Officially, his resignation was framed as a personal decision. But within the banking community, few accept that explanation at face value. His departure, many believe, was the culmination of a quiet but deliberate sidelining– triggered by one speech and sustained through institutional neglect.
In late 2024, at a seminar organised by the Bangladesh Institute of Bank Management, Hussain delivered a frank assessment of irregularities within the country’s financial regulatory ecosystem. Without naming individuals, he alluded to a culture of favouritism and undue influence among certain former senior officials at the central bank.
Though he made a point to commend the honesty of most Bangladesh Bank officials, the nuance was lost in the fallout.
His remarks were met with immediate backlash.
The Bangladesh Bank Officers’ Welfare Council condemned his statements as offensive. A formal apology followed. Hussain wrote to the governor expressing regret, calling his comments “rash and inconsiderate.” BRAC Bank clarified that his views did not represent the institution.

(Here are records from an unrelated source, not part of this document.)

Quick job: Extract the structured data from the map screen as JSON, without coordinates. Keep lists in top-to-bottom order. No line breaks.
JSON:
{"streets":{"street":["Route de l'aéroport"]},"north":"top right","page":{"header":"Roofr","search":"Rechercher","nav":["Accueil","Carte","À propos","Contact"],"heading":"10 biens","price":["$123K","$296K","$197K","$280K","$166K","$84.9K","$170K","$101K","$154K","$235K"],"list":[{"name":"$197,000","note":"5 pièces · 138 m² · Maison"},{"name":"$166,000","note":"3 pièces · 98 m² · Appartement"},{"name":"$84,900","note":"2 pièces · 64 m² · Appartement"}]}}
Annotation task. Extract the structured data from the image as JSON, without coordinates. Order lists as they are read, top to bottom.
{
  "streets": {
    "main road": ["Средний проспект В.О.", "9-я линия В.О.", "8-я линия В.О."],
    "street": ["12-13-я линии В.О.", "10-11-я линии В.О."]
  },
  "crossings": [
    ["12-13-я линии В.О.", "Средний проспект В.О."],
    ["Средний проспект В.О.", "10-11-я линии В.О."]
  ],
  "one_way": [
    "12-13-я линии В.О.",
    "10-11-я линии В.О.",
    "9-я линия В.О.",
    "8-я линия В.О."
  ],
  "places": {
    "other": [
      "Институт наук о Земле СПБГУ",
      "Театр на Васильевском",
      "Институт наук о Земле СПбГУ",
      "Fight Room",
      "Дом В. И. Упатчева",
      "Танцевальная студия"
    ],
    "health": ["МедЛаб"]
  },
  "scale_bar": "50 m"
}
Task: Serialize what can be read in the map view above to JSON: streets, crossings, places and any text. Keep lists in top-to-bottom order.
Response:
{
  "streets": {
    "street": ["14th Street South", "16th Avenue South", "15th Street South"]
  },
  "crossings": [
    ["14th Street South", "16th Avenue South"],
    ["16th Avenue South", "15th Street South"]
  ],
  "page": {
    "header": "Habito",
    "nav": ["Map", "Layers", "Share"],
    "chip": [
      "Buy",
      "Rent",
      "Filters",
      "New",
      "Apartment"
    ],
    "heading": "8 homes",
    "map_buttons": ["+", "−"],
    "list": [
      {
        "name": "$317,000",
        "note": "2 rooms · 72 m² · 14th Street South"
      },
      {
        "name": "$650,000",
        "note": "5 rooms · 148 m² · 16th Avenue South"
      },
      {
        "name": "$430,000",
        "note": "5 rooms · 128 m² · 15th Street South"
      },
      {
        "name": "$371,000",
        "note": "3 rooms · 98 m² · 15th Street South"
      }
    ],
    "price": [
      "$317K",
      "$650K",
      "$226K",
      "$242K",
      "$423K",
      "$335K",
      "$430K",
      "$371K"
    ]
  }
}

Still, the consequences lingered.
Despite holding the position of president of the Association of Bankers, Bangladesh– a role traditionally aligned with consultative status– he found himself excluded from high-level meetings convened by the central bank. More significantly, internal sources confirmed that several regulatory files from BRAC Bank, including standard approvals, remained stuck at Bangladesh Bank with no clear explanation.
Within the bank and among his peers, the signals were interpreted as unmistakable. A previously engaged and vocal leader had been frozen out of policy dialogues. For a professional known for advocating institutional reform, data-driven banking, and ethical governance, the narrowing of operational space became untenable.
Those close to the process say that Hussain’s resignation was a last resort, not a planned move. He had one year left in his contract and no record of financial mismanagement. His exit, thus, marks a different kind of failure– not of leadership, but of tolerance.
It raises difficult questions.
What happens when a technocrat speaks uncomfortable truths? Can the country afford to alienate those who seek institutional accountability? While the central bank has refrained from offering any comment, the optics of silence speak volumes.
Selim R. F. Hussain leaves behind a track record of performance, professionalism, and integrity. His departure, however quiet, serves as a signal to the industry: efficiency alone is not always enough.
In today’s Bangladesh, institutional survival may depend more on silence than on competence.